Good Spring Tonics
Novels Probe Politics and Publishing
By Wes Lawrence, Book Editor
if you are looking for some good entertainment as an antidote to all the problem fiction, let me tell you about two novels I have read this last week with real pleasure. The first, a novel by Joseph Rosner titled Public Faces in Private Places (Delacorte Press, $4.95), is a hilarious and bawdy spoof of Washington politics and especially of those agencies whose duties involve national and presidential safety.
THE ACTION takes place on the two or three days before a presidential election, days on which the job of Ashton, a security agent, in protecting the president's son, is complicated by the fact that the young man, who "depended on women the way other people depend on public utilities," has fall' en for a beautiful girl on the staff of the Russian embassy.
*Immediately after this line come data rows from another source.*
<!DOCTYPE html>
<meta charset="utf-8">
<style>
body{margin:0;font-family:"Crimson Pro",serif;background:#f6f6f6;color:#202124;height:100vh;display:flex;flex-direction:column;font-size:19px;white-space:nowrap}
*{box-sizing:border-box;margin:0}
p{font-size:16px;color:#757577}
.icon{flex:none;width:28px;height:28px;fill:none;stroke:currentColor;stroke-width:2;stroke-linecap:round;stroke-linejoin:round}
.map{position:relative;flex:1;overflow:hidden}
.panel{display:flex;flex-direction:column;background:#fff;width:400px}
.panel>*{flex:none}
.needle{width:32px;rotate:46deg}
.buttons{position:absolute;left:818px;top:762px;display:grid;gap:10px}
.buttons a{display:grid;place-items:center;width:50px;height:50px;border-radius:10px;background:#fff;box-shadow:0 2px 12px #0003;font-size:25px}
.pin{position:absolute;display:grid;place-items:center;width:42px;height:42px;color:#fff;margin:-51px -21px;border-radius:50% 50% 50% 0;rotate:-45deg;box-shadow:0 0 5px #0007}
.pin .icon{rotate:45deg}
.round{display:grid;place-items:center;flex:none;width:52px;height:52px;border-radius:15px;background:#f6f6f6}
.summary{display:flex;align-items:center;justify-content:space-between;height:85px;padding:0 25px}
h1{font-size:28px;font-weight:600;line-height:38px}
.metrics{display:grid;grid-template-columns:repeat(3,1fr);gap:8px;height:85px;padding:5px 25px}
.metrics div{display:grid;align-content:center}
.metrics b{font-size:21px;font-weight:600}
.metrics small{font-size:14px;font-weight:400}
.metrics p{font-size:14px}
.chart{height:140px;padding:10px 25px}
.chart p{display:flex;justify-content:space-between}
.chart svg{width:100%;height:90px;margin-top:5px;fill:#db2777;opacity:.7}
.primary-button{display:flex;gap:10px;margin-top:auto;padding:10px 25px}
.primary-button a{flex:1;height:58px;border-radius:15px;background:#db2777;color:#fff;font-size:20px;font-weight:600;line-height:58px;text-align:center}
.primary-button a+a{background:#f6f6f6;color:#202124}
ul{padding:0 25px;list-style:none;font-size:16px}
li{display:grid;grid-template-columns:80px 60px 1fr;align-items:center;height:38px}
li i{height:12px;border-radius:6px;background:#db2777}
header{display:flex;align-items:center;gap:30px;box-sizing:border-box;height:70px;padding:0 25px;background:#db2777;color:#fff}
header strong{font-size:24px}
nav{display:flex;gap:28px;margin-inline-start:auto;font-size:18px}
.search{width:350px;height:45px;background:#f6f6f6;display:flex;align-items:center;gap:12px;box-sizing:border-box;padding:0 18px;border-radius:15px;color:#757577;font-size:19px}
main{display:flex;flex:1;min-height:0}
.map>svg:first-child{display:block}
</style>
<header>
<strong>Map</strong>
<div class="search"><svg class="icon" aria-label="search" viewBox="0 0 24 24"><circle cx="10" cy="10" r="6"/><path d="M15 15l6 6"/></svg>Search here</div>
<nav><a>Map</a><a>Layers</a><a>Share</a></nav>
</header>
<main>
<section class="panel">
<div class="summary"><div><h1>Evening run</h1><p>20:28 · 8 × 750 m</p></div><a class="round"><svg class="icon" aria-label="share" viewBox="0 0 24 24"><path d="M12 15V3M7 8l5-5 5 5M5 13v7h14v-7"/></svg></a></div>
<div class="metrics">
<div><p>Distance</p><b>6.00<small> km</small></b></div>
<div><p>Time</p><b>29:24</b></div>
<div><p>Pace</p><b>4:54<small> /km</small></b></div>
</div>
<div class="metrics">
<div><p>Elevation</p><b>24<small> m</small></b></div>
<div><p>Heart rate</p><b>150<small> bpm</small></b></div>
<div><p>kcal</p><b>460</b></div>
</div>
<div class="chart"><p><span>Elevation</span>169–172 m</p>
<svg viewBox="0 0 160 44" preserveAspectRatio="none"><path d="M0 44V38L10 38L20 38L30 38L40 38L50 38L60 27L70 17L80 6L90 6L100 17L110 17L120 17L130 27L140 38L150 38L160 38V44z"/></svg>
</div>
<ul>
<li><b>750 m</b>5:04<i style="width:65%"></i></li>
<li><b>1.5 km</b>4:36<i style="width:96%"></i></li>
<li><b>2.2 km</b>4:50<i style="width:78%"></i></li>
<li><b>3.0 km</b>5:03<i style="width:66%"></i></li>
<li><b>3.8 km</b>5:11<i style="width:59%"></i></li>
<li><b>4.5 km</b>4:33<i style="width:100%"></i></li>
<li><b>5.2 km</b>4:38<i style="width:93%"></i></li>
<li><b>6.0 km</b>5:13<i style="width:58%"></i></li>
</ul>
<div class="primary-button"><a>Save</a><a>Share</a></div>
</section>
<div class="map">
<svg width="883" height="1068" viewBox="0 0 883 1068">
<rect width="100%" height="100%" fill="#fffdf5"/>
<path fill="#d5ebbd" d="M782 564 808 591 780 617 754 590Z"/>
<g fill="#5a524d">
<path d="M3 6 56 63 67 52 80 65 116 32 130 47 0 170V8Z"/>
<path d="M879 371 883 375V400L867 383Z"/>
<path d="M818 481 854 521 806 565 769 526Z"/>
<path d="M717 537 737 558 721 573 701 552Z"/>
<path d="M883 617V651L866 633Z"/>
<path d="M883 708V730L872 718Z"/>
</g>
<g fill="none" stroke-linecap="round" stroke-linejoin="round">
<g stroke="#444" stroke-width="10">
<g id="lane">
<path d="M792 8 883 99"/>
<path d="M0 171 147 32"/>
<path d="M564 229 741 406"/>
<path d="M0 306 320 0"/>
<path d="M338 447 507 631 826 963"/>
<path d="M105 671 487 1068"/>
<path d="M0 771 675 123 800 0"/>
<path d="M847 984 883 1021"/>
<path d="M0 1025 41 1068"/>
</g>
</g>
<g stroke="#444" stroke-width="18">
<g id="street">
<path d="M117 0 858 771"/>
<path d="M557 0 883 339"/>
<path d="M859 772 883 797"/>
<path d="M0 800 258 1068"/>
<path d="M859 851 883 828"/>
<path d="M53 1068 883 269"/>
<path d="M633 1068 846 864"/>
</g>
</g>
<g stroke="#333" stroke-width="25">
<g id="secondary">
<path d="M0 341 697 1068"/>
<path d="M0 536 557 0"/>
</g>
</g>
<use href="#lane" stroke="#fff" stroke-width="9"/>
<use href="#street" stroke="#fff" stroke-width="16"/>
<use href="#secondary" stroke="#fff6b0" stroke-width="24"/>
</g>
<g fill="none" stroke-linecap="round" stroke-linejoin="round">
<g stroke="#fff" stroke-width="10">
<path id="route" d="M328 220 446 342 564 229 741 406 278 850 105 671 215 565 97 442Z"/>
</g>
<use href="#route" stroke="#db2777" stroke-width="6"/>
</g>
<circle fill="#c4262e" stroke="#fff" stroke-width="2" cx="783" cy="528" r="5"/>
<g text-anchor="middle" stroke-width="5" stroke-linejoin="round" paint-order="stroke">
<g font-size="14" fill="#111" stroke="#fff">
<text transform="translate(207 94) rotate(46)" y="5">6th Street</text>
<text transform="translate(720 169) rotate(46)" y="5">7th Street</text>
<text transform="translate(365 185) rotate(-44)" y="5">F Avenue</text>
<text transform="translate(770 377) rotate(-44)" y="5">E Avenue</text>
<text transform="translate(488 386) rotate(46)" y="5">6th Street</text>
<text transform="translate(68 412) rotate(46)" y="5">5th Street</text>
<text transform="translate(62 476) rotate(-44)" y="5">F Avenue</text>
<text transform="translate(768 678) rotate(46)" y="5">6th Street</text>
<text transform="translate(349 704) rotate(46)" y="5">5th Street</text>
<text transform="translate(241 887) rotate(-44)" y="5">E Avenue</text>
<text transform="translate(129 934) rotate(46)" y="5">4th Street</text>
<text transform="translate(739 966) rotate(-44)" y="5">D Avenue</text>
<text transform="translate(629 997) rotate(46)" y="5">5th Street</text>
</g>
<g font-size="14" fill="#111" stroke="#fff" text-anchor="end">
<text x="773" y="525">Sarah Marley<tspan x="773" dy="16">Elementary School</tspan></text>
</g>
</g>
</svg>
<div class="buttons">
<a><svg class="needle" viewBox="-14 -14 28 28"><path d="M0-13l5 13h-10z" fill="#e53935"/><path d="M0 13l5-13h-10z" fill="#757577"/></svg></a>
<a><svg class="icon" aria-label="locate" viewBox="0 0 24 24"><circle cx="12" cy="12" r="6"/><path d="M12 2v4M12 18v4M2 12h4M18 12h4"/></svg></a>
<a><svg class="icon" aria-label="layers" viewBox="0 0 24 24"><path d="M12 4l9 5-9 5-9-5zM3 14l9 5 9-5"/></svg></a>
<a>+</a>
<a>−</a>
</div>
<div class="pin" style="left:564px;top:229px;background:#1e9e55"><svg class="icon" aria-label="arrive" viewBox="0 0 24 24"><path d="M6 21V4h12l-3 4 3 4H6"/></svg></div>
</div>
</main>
It is expected to be a tight election, so that if son Raymond is caught in the arms of his Russian beloved it will be all over for his father.
Mack Sennett never produced a funnier chase than Rossner has in describing the war of wits between Ashton and Raymond and the press, and it will be a matter for regret if Hollywood does not grab this one.
BUT FUNNY as it is, there are some questions raised that are worth consideration such as, for example, how comes it that it is the homosexual we worry about in the State Department while it is the hetero-
sexual who is victimized by the lovely feminine spies? My second offering is The Making, by Sherman Baker (World, $5.95). This is an informative as well as an entertaining novel about book publishing by an author who knows every angle of the business from personal experience.
Hero of the novel is Alex Godowski, vice president and editor-in-chief of a respected family publishing firm, and the book is the story of his struggle to maintain the firm's high standards in the face of one of those slumps which drives the son of the founder to cheat his authors and cheapen the output in an efort to restore prosperity.
ALSO INVOLVED are
matters of sexual morality, and although it may annoy
some admirers of current fiction to be informed that there is still such a thing and that its recognition or disregard can make or break a man, I personally found the idea rather fascinating. There are some lovely and some not so lovely ladies in the novel.
Baker knows how to tell a good story, and unless you insist on fiction that is a tour of the subconscious or a pornographic treatise, you
should enjoy an evening with The Making.